**Task description**
What you return must be the exact lines of the material below, from the first through the one that has "0 #1c1c1c) drop-shadow(-2px", with no pictures and, please, nothing else.
(Supplied material begins)
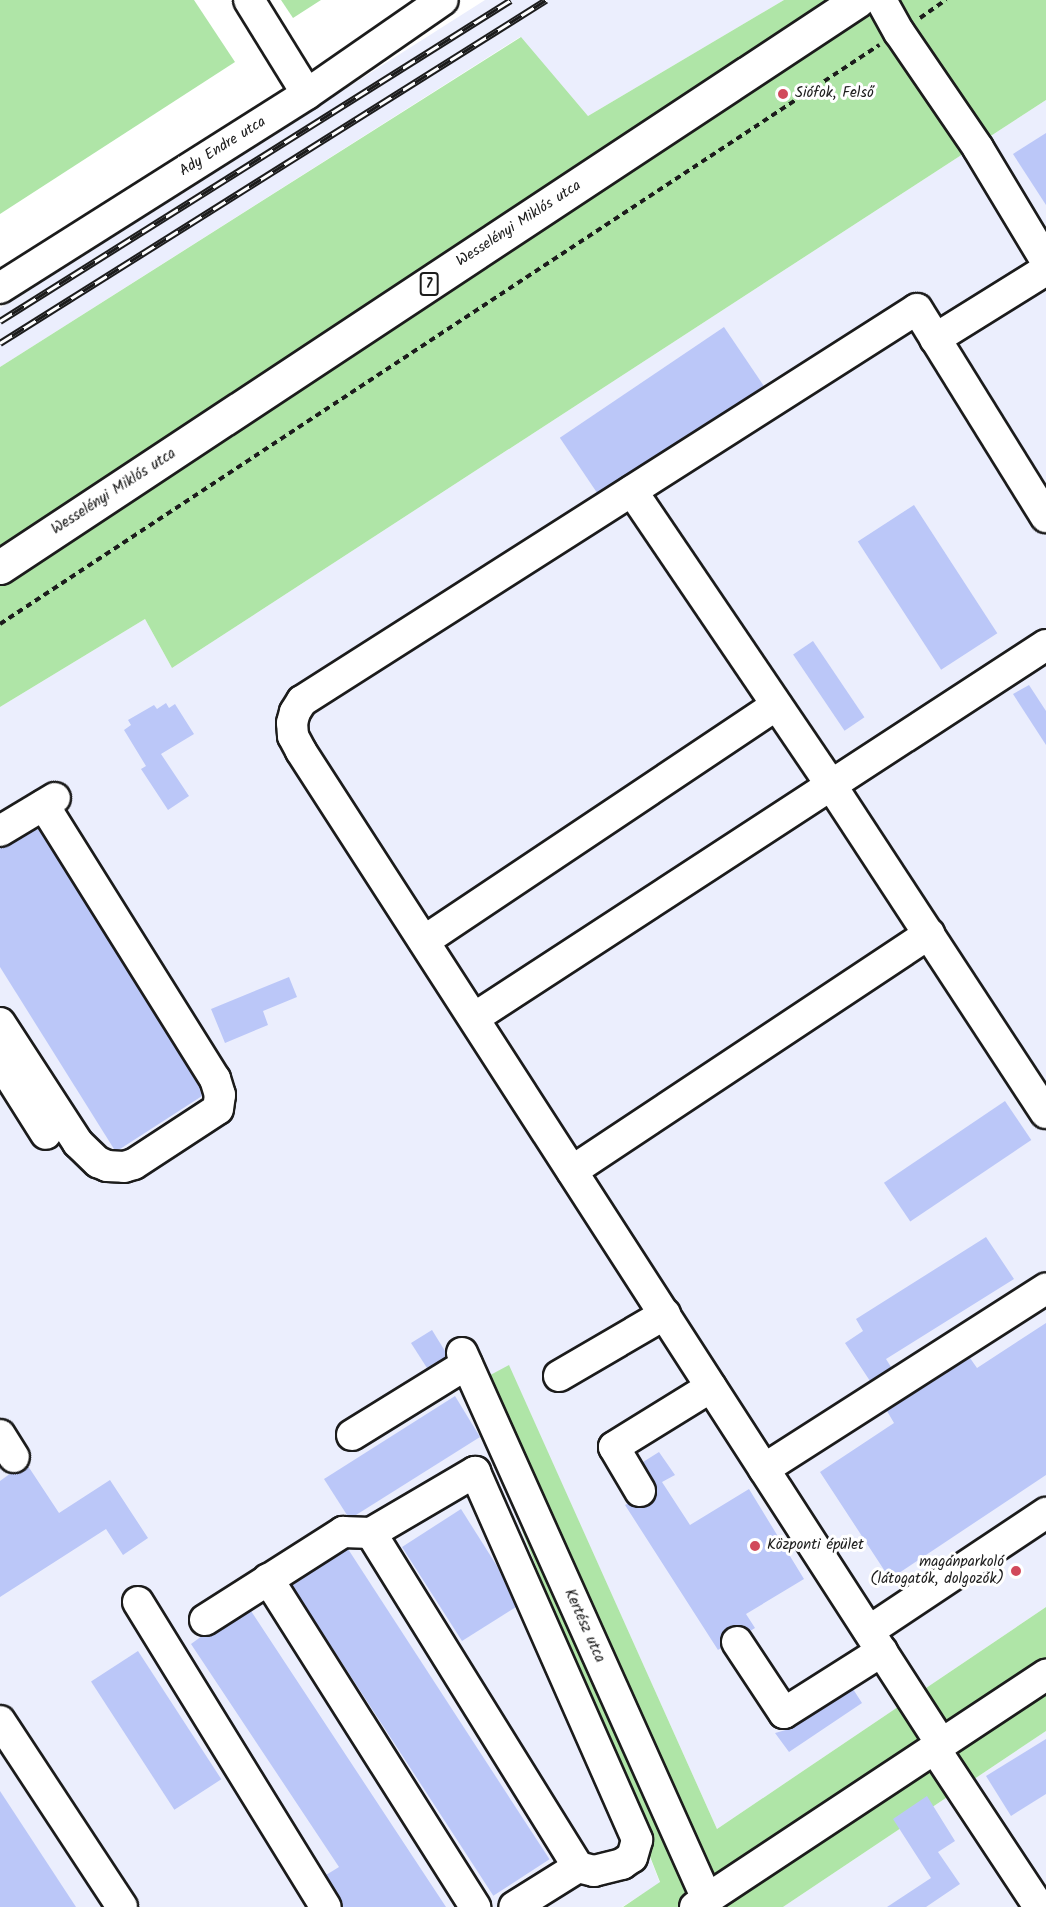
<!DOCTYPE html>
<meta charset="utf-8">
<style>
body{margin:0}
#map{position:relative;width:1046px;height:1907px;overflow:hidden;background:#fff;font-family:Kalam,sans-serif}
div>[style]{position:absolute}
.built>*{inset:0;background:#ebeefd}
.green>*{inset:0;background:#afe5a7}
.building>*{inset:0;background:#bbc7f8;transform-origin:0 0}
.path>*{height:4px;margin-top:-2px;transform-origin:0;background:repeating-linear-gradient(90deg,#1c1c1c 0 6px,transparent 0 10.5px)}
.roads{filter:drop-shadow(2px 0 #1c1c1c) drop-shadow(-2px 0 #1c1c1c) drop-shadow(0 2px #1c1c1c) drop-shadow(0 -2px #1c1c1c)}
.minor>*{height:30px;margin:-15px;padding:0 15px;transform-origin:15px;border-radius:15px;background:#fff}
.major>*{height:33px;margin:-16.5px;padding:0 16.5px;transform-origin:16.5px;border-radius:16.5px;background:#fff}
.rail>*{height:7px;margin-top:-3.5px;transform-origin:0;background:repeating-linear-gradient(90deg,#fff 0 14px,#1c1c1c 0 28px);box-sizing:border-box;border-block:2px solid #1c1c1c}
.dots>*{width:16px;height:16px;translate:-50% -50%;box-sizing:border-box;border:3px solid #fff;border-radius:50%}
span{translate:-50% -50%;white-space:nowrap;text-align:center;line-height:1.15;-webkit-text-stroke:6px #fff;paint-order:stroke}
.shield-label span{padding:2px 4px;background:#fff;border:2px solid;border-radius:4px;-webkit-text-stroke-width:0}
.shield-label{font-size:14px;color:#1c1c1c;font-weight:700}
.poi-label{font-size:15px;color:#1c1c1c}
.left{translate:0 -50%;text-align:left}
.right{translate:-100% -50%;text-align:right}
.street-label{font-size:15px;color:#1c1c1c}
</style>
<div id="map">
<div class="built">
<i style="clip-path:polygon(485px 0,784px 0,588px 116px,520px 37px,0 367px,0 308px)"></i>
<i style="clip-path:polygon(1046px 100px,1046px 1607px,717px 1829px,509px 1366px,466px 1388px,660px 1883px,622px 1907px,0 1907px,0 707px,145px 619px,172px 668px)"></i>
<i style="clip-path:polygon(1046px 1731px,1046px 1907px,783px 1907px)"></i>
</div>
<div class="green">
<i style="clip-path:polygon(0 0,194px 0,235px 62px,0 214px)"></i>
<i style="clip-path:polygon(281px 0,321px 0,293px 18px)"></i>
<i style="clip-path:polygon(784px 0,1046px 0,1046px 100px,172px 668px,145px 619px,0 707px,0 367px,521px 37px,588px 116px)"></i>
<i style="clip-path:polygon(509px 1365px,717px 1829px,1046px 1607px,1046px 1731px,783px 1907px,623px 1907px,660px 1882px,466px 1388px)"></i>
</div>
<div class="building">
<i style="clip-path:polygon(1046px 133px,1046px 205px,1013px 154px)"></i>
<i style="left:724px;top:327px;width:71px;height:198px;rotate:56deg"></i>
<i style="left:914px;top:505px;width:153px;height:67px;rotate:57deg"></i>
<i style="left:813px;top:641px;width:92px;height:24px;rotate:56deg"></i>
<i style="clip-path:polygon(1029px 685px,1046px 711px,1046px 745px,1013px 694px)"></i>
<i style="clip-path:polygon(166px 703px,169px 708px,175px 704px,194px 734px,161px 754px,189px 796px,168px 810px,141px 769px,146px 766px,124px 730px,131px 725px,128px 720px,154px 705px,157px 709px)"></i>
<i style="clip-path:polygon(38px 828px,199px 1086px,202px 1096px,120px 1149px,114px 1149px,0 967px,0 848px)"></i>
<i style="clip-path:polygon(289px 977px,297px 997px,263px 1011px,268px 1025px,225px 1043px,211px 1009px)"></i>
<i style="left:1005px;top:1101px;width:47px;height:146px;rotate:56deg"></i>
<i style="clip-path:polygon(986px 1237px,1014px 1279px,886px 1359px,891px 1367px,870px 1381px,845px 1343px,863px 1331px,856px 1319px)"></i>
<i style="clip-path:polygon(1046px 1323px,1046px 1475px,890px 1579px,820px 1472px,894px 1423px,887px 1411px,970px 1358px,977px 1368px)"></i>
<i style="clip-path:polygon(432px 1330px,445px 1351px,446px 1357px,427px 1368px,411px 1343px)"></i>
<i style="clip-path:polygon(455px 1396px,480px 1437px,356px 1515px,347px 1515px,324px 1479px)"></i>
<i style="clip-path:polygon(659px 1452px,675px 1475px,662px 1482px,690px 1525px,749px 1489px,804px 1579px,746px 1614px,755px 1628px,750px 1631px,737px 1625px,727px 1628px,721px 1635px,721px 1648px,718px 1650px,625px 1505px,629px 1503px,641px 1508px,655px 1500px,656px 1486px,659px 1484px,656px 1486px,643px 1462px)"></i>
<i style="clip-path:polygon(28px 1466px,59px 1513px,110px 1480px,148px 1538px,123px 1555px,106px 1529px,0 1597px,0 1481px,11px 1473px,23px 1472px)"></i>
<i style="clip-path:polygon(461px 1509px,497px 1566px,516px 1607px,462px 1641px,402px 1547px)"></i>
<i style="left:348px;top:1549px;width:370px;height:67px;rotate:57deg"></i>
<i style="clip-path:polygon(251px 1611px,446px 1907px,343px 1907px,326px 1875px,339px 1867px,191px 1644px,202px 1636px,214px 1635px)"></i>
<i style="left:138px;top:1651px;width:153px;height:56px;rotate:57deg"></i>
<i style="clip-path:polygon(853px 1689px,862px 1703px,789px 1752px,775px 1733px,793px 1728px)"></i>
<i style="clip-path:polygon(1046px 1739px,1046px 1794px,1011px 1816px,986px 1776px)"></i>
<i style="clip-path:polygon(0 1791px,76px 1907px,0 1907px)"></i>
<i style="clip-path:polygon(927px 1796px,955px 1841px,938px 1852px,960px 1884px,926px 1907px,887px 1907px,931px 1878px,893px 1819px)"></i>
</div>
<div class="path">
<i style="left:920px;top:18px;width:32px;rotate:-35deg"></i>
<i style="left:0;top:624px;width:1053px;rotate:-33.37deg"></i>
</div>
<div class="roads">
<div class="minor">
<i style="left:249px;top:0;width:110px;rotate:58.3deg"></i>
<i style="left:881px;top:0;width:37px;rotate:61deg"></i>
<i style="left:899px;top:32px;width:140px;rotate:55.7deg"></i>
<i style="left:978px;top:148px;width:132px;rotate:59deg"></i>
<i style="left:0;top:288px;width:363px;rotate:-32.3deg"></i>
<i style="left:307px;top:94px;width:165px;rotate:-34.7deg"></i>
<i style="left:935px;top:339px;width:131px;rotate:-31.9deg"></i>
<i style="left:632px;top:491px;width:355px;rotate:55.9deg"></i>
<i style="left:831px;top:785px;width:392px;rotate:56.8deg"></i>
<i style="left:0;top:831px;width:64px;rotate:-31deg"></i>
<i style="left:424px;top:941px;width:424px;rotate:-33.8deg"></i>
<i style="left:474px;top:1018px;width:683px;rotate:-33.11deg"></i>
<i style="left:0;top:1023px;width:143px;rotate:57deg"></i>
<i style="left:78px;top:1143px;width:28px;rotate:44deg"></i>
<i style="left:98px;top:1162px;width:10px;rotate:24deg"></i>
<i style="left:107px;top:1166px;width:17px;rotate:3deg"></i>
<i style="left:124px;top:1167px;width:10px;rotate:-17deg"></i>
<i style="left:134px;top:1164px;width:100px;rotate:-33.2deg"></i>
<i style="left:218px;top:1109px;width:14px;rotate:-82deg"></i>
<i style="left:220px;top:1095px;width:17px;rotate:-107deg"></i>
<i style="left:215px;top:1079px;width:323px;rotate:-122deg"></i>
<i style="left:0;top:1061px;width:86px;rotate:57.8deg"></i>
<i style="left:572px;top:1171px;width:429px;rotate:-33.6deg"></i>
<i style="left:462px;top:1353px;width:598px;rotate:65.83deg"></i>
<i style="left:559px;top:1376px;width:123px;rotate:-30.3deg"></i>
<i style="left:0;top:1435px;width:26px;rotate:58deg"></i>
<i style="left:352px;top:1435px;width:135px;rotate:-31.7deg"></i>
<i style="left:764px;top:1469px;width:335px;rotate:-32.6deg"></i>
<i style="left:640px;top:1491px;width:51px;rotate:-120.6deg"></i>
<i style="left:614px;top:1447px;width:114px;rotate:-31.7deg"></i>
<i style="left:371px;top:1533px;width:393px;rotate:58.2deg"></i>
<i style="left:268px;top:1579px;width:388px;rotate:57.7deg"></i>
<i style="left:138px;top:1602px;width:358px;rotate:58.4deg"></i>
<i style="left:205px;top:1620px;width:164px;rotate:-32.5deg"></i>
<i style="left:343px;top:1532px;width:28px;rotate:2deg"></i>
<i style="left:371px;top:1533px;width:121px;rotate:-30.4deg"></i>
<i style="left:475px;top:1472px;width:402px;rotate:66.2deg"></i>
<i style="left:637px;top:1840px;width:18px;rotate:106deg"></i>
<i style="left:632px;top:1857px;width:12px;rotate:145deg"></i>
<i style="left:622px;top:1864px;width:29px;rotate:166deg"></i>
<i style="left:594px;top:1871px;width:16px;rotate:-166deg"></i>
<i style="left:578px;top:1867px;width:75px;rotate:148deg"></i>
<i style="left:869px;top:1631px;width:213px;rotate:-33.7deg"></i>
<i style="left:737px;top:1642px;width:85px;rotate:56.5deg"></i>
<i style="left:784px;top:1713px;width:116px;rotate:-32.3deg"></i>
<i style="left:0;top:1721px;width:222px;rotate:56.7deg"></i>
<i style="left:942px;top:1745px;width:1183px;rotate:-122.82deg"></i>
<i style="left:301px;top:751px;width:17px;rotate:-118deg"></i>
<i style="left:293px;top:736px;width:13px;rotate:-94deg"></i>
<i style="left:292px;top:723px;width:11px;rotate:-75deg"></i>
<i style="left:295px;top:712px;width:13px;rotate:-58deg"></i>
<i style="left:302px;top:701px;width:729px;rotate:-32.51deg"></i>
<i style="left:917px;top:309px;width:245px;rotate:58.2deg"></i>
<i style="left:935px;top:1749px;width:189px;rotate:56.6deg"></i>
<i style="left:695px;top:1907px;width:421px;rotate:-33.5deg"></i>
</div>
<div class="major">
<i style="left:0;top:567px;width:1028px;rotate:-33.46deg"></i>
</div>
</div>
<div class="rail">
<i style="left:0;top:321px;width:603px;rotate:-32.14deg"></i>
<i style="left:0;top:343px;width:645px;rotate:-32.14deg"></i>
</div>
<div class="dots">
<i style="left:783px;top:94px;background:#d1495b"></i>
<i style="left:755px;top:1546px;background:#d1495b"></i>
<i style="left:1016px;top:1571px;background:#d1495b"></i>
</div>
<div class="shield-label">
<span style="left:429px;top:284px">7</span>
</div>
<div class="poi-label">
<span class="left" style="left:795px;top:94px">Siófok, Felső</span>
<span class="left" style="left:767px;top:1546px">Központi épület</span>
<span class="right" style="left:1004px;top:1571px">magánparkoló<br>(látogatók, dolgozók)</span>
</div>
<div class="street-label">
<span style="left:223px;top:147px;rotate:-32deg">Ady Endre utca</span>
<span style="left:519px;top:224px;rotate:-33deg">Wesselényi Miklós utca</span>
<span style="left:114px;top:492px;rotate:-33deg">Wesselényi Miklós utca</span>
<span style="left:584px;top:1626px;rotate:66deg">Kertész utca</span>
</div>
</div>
(Supplied material ends)
**Solution**
<!DOCTYPE html>
<meta charset="utf-8">
<style>
body{margin:0}
#map{position:relative;width:1046px;height:1907px;overflow:hidden;background:#fff;font-family:Kalam,sans-serif}
div>[style]{position:absolute}
.built>*{inset:0;background:#ebeefd}
.green>*{inset:0;background:#afe5a7}
.building>*{inset:0;background:#bbc7f8;transform-origin:0 0}
.path>*{height:4px;margin-top:-2px;transform-origin:0;background:repeating-linear-gradient(90deg,#1c1c1c 0 6px,transparent 0 10.5px)}
.roads{filter:drop-shadow(2px 0 #1c1c1c) drop-shadow(-2px 0 #1c1c1c) drop-shadow(0 2px #1c1c1c) drop-shadow(0 -2px #1c1c1c)}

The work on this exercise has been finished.